Sex matters but so does paying the bills in the United States. Bigtime.
Indeed, a new national consumer survey from market research firm Toluna on behalf of Billfloat reveals that 45 percent of women and 36 percent of men would abstain from sex to avoid paying bills.
This means that if giving up sex for a month got their bills paid, four in ten Americans (40 percent) would skip time between the sheets.
This is a dramatic increase over last year, when Billfloat says 21 percent of women and 16 percent of men said they would abstain from sex to pay their bills. (Notice that both years it's more women that would give up sex than guys.)
"The survey uncovered real issues around Americans needing a financial break and the lengths they would go for some breathing room," says Ryan Gilbert, BillFloat CEO and co-founder.

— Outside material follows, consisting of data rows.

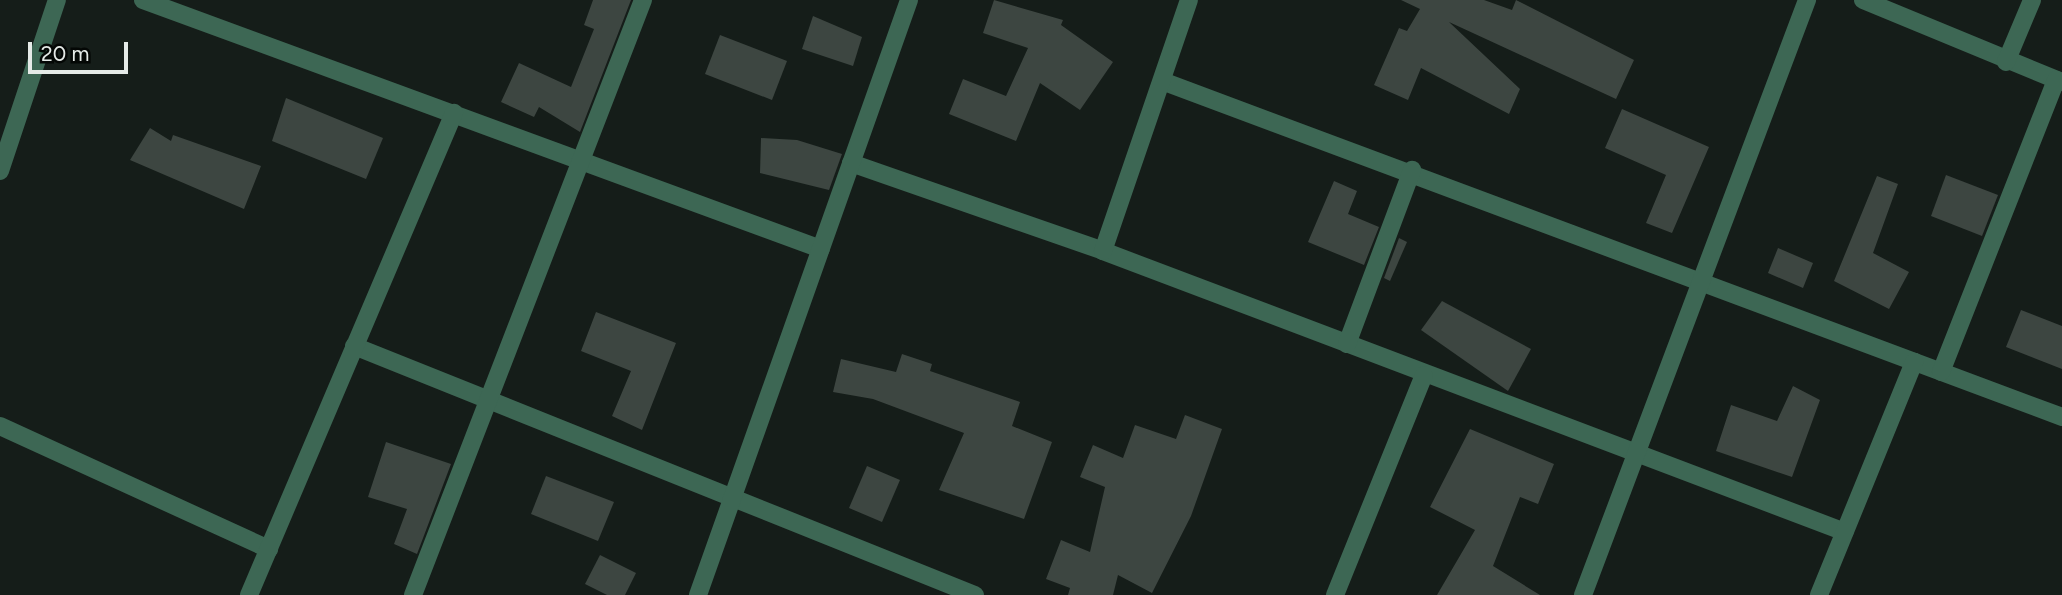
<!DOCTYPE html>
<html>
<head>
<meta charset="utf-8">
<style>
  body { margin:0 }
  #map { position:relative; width:2062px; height:595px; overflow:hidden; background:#151d19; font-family:Figtree,sans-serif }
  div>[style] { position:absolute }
  .building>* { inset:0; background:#3d4641 }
  .street>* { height:18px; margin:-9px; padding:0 9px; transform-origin:9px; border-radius:9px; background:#3d6754 }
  span { translate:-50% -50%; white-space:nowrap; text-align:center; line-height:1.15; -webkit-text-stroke:7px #040705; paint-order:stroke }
  .scale { position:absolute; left:28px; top:42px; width:100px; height:32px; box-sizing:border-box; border:4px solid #e5eae7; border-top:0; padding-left:9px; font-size:21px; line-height:24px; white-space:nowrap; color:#e5eae7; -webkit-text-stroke:5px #040705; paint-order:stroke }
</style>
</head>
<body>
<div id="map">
  <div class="building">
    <div style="clip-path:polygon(593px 0,631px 0,580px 132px,539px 107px,534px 117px,501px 102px,519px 63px,571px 87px,594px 29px,584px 25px)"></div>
    <div style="clip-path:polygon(994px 0,1063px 20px,1061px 25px,1113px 62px,1080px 110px,1040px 83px,1016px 141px,949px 114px,963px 79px,1006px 96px,1028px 48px,983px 33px)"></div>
    <div style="clip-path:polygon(1401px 0,1484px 0,1512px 10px,1516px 0,1634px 60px,1616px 99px,1449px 22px,1520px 89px,1509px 114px,1421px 68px,1408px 100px,1374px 85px,1399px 28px,1407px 31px,1420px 9px)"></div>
    <div style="clip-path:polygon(813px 16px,862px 37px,853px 66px,802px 49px)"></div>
    <div style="clip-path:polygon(720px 35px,787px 61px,772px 100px,705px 74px)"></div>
    <div style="clip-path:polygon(286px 98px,383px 138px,366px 179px,272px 141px)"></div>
    <div style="clip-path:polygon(1622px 109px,1709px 147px,1672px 233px,1646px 223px,1666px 175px,1605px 148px)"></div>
    <div style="clip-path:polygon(150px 128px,171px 141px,173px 135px,261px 166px,244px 209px,130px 160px)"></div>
    <div style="clip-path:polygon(761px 138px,797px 140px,842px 154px,829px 190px,760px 173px)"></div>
    <div style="clip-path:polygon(1946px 175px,1998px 195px,1982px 236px,1931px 216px)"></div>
    <div style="clip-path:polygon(1877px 176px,1898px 184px,1873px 253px,1909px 272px,1889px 309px,1834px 281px)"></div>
    <div style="clip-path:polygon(1334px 181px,1357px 191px,1348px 214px,1379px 227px,1364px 265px,1308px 242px)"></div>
    <div style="clip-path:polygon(1399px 238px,1407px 242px,1390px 281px,1384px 278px)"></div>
    <div style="clip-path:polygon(1778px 248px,1813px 263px,1803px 288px,1768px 273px)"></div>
    <div style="clip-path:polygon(1442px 301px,1531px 349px,1508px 391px,1421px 330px)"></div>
    <div style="clip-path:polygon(2021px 310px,2062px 326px,2062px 369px,2006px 347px)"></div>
    <div style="clip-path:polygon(596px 312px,676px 343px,642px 430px,612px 416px,631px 371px,581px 351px)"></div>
    <div style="clip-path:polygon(902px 354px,932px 364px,930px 371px,1020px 402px,1012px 426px,1052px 442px,1024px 519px,939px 490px,964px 433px,873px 399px,833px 392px,841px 359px,896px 372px)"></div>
    <div style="clip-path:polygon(1793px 386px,1820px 400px,1792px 477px,1716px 451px,1731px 405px,1777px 421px)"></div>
    <div style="clip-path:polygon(1185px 415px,1222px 429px,1191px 516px,1152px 593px,1118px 575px,1113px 595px,1068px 595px,1070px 588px,1046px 579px,1061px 540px,1090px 552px,1105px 487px,1080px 477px,1093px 445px,1123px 458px,1135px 425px,1176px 439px)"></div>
    <div style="clip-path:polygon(1470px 429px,1554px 464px,1538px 504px,1520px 497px,1493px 566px,1540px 595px,1437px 595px,1475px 530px,1430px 507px)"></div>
    <div style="clip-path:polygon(386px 442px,451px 464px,417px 554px,394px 544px,407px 509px,368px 497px)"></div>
    <div style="clip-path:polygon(867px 466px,900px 480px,882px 522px,849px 508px)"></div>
    <div style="clip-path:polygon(546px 476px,614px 502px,598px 541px,531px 514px)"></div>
    <div style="clip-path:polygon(600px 555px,636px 573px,625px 595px,607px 595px,585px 584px)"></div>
  </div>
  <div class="street">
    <div style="left:143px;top:0;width:722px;rotate:20.17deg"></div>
    <div style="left:1863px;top:0;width:215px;rotate:22.4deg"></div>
    <div style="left:2006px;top:62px;width:67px;rotate:-67.2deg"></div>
    <div style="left:1162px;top:81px;width:961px;rotate:20.47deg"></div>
    <div style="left:851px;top:163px;width:267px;rotate:19.2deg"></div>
    <div style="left:1103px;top:251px;width:793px;rotate:20.74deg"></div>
    <div style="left:0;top:171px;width:180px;rotate:-71.6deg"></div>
    <div style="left:1103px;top:251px;width:265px;rotate:-71.1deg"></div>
    <div style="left:1347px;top:344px;width:186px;rotate:-69.5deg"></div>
    <div style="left:354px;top:346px;width:669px;rotate:21.85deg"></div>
    <div style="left:1941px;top:372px;width:314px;rotate:-68.5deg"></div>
    <div style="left:0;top:426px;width:296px;rotate:24.6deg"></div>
    <div style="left:249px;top:595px;width:524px;rotate:-66.96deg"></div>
    <div style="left:413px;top:595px;width:638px;rotate:-68.87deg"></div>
    <div style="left:698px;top:595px;width:631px;rotate:-70.47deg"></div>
    <div style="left:1335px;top:595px;width:237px;rotate:-68deg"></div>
    <div style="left:1583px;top:595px;width:636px;rotate:-69.37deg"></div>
    <div style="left:1819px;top:595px;width:252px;rotate:-67.8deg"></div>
  </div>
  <div class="scale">20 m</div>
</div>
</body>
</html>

Among the other key findings from the survey on finances:
• 80 percent of the 1,207 Americans surveyed wished they had more time as it relates to finances, with 45 percent specifically wanting more time to earn extra income.

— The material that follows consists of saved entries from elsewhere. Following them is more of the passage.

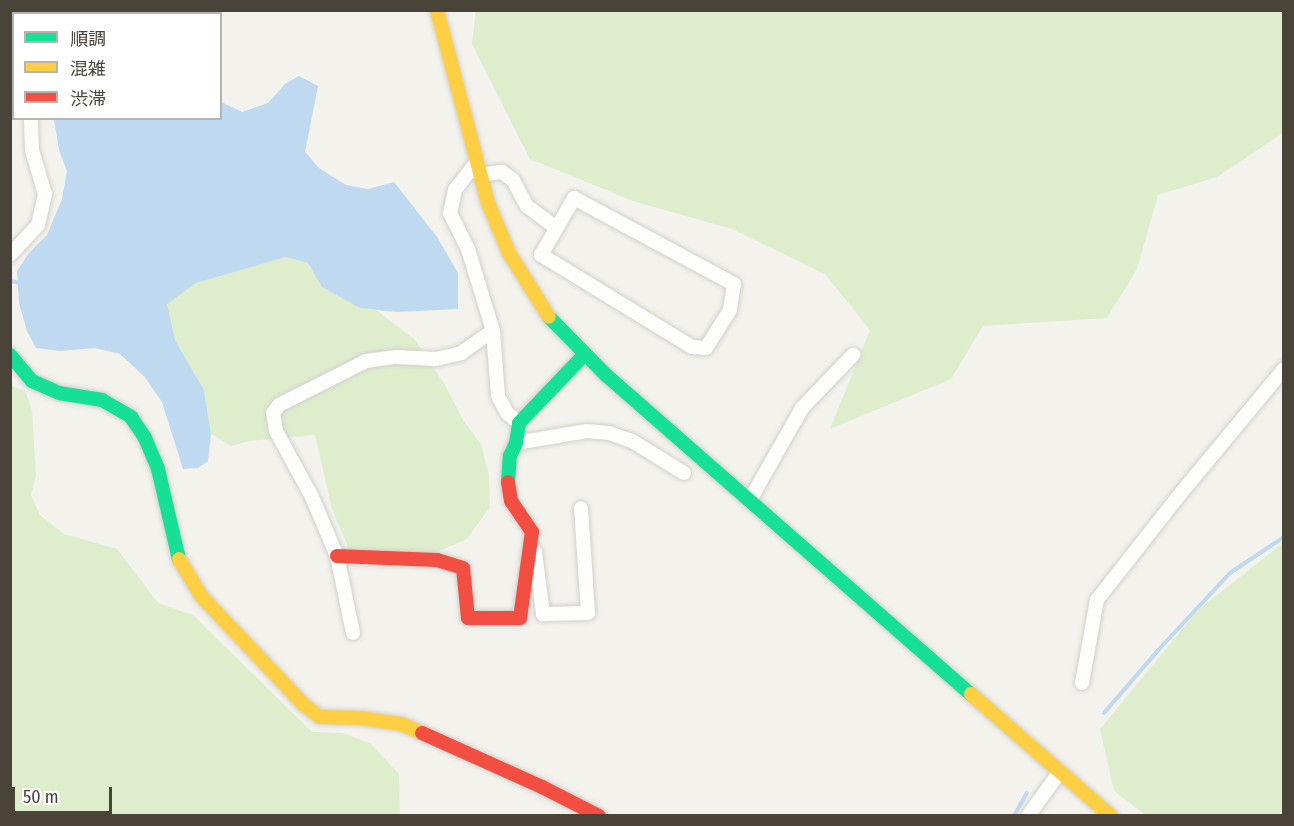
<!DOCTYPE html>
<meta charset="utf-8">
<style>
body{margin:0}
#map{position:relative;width:1294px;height:826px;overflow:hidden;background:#f3f2ed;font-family:"Fira Sans Condensed","Noto Sans JP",sans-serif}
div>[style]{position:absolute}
.green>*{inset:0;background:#deeecd}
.water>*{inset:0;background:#bed9f0}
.stream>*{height:4px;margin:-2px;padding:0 2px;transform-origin:2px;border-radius:2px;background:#bed9f0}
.roads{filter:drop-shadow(0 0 2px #d1d0cb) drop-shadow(0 0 2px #d1d0cb)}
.street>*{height:14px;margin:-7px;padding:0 7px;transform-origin:7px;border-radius:7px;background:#fdfdfc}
.fast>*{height:14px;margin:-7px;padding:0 7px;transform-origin:7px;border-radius:7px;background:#16e098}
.slow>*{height:14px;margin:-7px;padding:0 7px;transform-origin:7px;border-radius:7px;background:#ffcf43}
.jam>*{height:14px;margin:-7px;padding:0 7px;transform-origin:7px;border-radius:7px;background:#f24e42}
span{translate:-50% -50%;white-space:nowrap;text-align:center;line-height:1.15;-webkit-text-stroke:6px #fff;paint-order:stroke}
.frame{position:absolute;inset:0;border:12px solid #4a4438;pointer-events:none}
.legend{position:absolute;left:12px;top:12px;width:210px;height:108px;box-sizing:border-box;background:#fff;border:2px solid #b7b4af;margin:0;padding:8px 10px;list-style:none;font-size:18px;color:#4a4438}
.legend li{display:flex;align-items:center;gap:12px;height:30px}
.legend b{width:30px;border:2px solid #b7b4af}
.scale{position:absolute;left:12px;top:787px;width:100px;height:27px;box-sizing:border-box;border:3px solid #4a4438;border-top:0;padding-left:8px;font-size:18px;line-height:21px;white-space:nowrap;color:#4a4438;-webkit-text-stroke:4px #fff;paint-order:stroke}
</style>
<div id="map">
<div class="green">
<i style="clip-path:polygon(476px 10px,1283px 11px,1283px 133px,1217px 177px,1158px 195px,1137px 269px,1107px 318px,983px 326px,951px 379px,830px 429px,870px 330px,825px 274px,732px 229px,633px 201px,530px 159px,472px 44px)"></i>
<i style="clip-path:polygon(286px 257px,308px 263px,322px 287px,360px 308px,376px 310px,415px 340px,445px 385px,463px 420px,481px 444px,489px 475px,490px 507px,467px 539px,432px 554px,349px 549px,332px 509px,315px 435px,249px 441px,231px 446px,211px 434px,204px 390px,175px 340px,166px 304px,196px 283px)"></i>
<i style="clip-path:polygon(10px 385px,25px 391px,32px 410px,36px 476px,31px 495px,40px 515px,64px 534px,117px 549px,158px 603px,193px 615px,312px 732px,343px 733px,371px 744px,399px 774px,400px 815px,11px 815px)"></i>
<i style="clip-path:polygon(1283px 543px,1283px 815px,1146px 815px,1114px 791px,1100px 729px,1198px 610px)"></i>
</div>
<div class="water">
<i style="clip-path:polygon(42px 11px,41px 11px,219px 11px,219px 14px,42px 14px)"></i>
<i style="clip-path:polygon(299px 76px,318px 86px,305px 152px,319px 168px,346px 185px,368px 189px,394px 182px,437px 237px,458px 273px,458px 309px,396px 312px,360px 308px,322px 287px,308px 263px,286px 257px,196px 283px,167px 304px,175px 340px,204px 390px,211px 434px,208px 461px,198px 468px,183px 469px,162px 402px,144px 376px,120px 354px,95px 348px,60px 351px,36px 348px,27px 331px,19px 303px,17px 271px,29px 253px,47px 235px,62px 199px,67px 171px,59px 150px,54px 119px,220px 118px,221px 102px,242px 112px,268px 103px,285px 84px)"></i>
</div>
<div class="stream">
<i style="left:10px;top:281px;width:11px;rotate:10deg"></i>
<i style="left:1104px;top:713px;width:87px;rotate:-49.2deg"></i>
<i style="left:1161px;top:647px;width:101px;rotate:-47deg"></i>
<i style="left:1230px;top:573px;width:65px;rotate:-33.7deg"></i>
<i style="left:1014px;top:816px;width:26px;rotate:-61deg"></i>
</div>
<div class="roads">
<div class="street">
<i style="left:26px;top:10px;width:4px;rotate:90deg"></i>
<i style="left:476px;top:163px;width:34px;rotate:128deg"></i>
<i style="left:455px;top:190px;width:24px;rotate:102deg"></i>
<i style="left:450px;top:213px;width:40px;rotate:63.4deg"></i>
<i style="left:468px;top:249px;width:86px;rotate:73deg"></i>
<i style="left:493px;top:331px;width:65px;rotate:85.6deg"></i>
<i style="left:498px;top:396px;width:19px;rotate:62deg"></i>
<i style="left:507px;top:413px;width:16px;rotate:40deg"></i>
<i style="left:480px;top:175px;width:22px;rotate:-8deg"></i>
<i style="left:502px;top:172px;width:14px;rotate:36deg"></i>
<i style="left:513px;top:180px;width:30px;rotate:62deg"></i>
<i style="left:527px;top:206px;width:36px;rotate:37deg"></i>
<i style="left:574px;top:198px;width:182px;rotate:28.3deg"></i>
<i style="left:734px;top:284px;width:26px;rotate:99deg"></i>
<i style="left:730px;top:310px;width:45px;rotate:122.3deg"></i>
<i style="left:706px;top:348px;width:14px;rotate:-176deg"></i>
<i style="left:692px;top:347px;width:177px;rotate:-148.6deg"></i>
<i style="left:541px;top:255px;width:66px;rotate:-59.9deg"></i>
<i style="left:10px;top:255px;width:41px;rotate:-47deg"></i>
<i style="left:38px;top:225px;width:32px;rotate:-77deg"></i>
<i style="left:45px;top:194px;width:46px;rotate:-106.5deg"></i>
<i style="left:32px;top:150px;width:32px;rotate:-92deg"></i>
<i style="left:516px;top:443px;width:72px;rotate:-9.6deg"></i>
<i style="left:587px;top:431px;width:22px;rotate:5deg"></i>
<i style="left:609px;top:433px;width:24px;rotate:19deg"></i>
<i style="left:632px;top:441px;width:61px;rotate:31.6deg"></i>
<i style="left:750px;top:500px;width:106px;rotate:-60.5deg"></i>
<i style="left:802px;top:408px;width:74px;rotate:-46.1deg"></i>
<i style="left:535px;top:552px;width:63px;rotate:82.6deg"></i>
<i style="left:543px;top:614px;width:45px;rotate:-1.3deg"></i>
<i style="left:588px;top:613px;width:105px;rotate:-93.8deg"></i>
<i style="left:353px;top:633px;width:79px;rotate:-101.7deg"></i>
<i style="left:337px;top:556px;width:64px;rotate:-113deg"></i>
<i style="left:312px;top:497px;width:75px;rotate:-118.6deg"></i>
<i style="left:276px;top:431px;width:18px;rotate:-99deg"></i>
<i style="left:273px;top:413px;width:10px;rotate:-53deg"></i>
<i style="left:279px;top:405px;width:97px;rotate:-26.8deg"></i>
<i style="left:366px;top:361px;width:30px;rotate:-8deg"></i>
<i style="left:396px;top:357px;width:40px;rotate:2.9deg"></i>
<i style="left:436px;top:359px;width:26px;rotate:-13deg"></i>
<i style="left:461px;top:353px;width:39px;rotate:-35deg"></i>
<i style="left:1082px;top:683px;width:84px;rotate:-79.8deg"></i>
<i style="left:1097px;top:600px;width:136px;rotate:-51.9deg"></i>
<i style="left:1181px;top:493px;width:161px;rotate:-50.3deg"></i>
<i style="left:1028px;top:816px;width:53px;rotate:-54.2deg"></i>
</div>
<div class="fast">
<i style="left:549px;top:317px;width:81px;rotate:45.5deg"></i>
<i style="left:606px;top:375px;width:485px;rotate:41.2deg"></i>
<i style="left:10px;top:355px;width:34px;rotate:50deg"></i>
<i style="left:32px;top:381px;width:30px;rotate:24deg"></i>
<i style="left:59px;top:393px;width:44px;rotate:9.2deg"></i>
<i style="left:102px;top:400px;width:34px;rotate:30deg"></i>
<i style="left:131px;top:417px;width:25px;rotate:56deg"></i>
<i style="left:145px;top:438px;width:34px;rotate:67deg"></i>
<i style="left:158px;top:469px;width:92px;rotate:76.9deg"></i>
<i style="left:508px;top:482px;width:26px;rotate:-86deg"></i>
<i style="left:510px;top:456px;width:14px;rotate:-65deg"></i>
<i style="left:516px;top:443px;width:20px;rotate:-81deg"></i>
<i style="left:519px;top:423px;width:95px;rotate:-46.3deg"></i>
</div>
<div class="slow">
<i style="left:437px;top:10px;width:200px;rotate:75.2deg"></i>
<i style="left:488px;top:203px;width:54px;rotate:67.2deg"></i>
<i style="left:509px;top:253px;width:75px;rotate:58deg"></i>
<i style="left:179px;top:559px;width:44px;rotate:58.8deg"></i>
<i style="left:202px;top:597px;width:149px;rotate:46.6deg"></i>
<i style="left:304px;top:705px;width:20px;rotate:37deg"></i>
<i style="left:320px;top:717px;width:40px;rotate:1.4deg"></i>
<i style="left:360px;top:718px;width:41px;rotate:8.3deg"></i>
<i style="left:401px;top:724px;width:23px;rotate:23deg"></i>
<i style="left:971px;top:694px;width:186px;rotate:41.1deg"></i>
</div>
<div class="jam">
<i style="left:337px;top:556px;width:100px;rotate:2.3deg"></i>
<i style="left:437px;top:560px;width:27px;rotate:17deg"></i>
<i style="left:463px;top:568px;width:50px;rotate:84.3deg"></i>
<i style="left:468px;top:618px;width:52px"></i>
<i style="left:520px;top:618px;width:87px;rotate:-82.1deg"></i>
<i style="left:532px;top:532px;width:37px;rotate:-124deg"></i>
<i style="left:511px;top:501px;width:19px;rotate:-99deg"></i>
<i style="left:422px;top:733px;width:132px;rotate:24.2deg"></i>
<i style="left:542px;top:787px;width:64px;rotate:27deg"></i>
</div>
</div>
<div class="frame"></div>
<ul class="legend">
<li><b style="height:8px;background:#16e098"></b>順調</li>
<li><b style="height:8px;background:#ffcf43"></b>混雑</li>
<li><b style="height:8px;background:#f24e42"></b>渋滞</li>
</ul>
<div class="scale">50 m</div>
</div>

• 65 percent would consider making a creative tradeoff to escape the bills all together.
• More than a third of consumers (37 percent) would turn off the TV for a month in exchange for their bills being paid.
• One in four people would give up digital devices and cellphone for a month.
• 40 percent of consumers said they would definitely or somewhat be more likely to buy a smartphone if they had more time to pay.
• If they had more time to pay, 51 percent would buy a vacation, 40 percent would save for retirement and 20 percent would make an expensive purchase.